Single by Noemi

from the album Metamorfosi
- Released: 3 March 2021
- Genre: Pop
- Length: 3:37
- Label: Sony Music
- Songwriters: Alessandro Mahmoud; Ginevra Lubrano; Dario Faini; Francesco Fugazza;
- Producer: Dardust;

Noemi singles chronology
| "Ispirazione" (2021) | "Glicine" (2021) | "Makumba" (2021) |

= Glicine =

"Glicine" (/it/; "Wisteria") is a song recorded by Italian singer Noemi. It was released on 3 March 2021 as the lead single from Noemi's sixth studio album Metamorfosi.

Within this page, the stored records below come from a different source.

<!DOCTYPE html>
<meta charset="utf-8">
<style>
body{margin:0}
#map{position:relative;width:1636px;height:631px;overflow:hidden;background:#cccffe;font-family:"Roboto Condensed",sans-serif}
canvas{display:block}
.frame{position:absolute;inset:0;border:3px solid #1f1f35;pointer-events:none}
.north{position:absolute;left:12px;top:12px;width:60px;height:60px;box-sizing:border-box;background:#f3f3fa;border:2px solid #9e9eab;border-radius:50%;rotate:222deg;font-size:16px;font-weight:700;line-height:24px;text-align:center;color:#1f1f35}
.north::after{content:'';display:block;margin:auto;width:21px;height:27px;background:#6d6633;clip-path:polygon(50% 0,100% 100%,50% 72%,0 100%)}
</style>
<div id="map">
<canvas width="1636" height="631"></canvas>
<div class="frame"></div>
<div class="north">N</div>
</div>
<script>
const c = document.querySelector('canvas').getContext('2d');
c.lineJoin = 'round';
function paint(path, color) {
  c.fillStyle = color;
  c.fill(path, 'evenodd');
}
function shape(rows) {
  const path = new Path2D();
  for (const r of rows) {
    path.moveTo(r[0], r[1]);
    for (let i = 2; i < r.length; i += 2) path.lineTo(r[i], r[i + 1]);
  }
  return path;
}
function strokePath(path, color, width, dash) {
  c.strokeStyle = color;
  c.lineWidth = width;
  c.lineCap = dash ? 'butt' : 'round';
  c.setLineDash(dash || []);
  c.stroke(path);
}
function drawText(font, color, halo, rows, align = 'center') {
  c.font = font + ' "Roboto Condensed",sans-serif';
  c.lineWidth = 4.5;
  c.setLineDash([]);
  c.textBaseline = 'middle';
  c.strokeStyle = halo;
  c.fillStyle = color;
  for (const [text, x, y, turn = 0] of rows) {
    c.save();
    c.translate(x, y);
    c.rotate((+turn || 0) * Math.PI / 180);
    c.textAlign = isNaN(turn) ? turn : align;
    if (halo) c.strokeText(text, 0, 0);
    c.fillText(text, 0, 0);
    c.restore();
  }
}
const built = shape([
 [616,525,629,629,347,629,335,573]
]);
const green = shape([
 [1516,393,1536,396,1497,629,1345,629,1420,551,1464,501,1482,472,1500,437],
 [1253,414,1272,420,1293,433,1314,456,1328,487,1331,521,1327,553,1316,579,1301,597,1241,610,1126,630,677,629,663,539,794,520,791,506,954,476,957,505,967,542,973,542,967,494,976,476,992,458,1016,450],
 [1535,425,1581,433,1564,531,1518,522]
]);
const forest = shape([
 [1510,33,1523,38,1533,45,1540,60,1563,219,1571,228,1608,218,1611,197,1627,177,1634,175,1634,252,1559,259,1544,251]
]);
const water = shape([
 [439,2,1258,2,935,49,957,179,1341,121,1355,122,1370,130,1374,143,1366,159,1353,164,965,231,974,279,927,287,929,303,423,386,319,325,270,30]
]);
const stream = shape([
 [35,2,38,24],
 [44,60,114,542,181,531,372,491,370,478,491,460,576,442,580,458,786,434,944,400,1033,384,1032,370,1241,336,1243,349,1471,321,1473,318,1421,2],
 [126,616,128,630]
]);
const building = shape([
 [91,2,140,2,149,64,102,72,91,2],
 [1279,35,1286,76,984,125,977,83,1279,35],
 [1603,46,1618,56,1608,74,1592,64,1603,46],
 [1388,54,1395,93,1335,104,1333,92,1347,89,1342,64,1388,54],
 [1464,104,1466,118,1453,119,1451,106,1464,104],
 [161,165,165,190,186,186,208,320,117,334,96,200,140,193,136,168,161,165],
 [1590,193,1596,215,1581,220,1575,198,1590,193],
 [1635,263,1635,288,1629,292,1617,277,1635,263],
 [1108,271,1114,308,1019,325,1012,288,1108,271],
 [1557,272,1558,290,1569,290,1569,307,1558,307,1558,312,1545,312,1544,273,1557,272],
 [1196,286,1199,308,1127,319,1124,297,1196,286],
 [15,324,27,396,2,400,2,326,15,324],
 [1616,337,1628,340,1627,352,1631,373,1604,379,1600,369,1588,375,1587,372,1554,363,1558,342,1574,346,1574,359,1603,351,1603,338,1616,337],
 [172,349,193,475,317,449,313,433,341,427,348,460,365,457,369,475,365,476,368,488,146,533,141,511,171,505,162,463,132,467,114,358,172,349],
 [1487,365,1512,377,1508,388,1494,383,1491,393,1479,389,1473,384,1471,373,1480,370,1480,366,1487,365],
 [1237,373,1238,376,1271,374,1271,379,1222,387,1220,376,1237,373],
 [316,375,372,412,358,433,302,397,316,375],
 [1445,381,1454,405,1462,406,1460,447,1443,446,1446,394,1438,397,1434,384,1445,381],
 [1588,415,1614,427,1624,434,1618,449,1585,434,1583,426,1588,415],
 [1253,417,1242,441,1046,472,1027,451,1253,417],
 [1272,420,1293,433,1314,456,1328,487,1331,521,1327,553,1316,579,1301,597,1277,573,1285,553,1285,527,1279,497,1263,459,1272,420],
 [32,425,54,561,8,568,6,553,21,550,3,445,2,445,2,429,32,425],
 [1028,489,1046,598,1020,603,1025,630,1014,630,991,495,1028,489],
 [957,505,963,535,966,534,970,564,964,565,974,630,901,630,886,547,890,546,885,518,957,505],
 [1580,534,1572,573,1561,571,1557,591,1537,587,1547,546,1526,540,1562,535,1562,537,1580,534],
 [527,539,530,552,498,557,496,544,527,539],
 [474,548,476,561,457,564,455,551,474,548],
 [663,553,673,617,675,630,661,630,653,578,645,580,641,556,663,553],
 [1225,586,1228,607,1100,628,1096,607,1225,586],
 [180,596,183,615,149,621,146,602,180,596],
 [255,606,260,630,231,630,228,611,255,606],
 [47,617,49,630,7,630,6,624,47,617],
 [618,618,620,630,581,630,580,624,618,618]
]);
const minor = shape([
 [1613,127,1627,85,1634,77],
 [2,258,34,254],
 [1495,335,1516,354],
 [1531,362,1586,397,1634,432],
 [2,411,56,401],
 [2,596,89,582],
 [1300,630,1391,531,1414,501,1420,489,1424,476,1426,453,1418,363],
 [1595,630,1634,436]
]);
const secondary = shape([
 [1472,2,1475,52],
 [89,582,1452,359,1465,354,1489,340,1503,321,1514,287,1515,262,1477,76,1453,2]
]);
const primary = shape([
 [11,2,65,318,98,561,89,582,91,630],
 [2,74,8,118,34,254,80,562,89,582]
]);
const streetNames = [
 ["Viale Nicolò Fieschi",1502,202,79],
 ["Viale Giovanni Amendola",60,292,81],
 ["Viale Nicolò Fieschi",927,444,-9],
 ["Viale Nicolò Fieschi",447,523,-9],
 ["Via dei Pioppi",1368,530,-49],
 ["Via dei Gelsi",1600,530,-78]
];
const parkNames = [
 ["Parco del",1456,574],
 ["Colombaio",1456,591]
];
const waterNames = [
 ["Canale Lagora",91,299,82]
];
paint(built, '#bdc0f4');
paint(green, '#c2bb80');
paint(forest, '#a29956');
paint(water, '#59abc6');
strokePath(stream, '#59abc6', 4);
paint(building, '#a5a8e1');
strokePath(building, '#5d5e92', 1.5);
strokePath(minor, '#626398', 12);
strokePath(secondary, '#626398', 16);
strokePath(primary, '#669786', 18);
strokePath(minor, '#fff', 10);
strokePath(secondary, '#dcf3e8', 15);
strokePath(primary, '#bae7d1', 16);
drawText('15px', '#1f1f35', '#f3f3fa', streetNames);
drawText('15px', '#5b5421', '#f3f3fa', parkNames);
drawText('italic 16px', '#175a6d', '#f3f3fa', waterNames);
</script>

The song was written by Mahmood and Ginevra Lubrano, composed by Francesco Fugazza and Dardust and produced by the latter.

The song served as Noemi's entry for the Sanremo Music Festival 2021, the 71st edition of Italy's musical festival which doubles also as a selection of the act for Eurovision Song Contest, where it placed 14th in the grand final. "Glicine" peaked at number 12 on the Italian FIMI Singles Chart and was certified platinum in Italy.

==Background==
The song deals with the theme of rebirth, telling the story of a woman who finds the strength to renew herself after the conclusion of a love story despite the nostalgic emotions of her memory. Regarding the image of the wisteria, the artist stated: "It has fragile flowers that seem to break in a breath, but branches so strong that over time they even bend iron. Wisteria has a lot to teach you about how nice it would be to be in the world. Blossoming of a delicate antique, cheeky pink, however, in the deep blue of the night, despite long and tenacious roots that give us life but often also entangle it".

== Music video ==
The music video for the song was released on YouTube on 3 March 2021, to accompany the single's release. It was directed by Attilio Cusani.

==Live performances==
On 11 April 2021 Noemi performed the song on Che tempo che fa.

==Track listing==

Digital download
| No. | Title | Producer(s) | Length |
|---|---|---|---|
| 1. | "Glicine" | Dardust | 3:37 |

==Charts==

===Weekly charts===

| Chart (2021) | Peak position |
|---|---|
| Italy (FIMI) | 12 |
| Italy Airplay (EarOne) | 8 |
| San Marino (SMRRTV Top 50) | 10 |

===Year-end charts===

| Chart (2021) | Position |
|---|---|
| Italy (FIMI) | 94 |

==Certifications==

| Region | Certification | Certified units/sales |
| Italy (FIMI) | Platinum | 70,000^{‡} |
^{‡} Sales+streaming figures based on certification alone.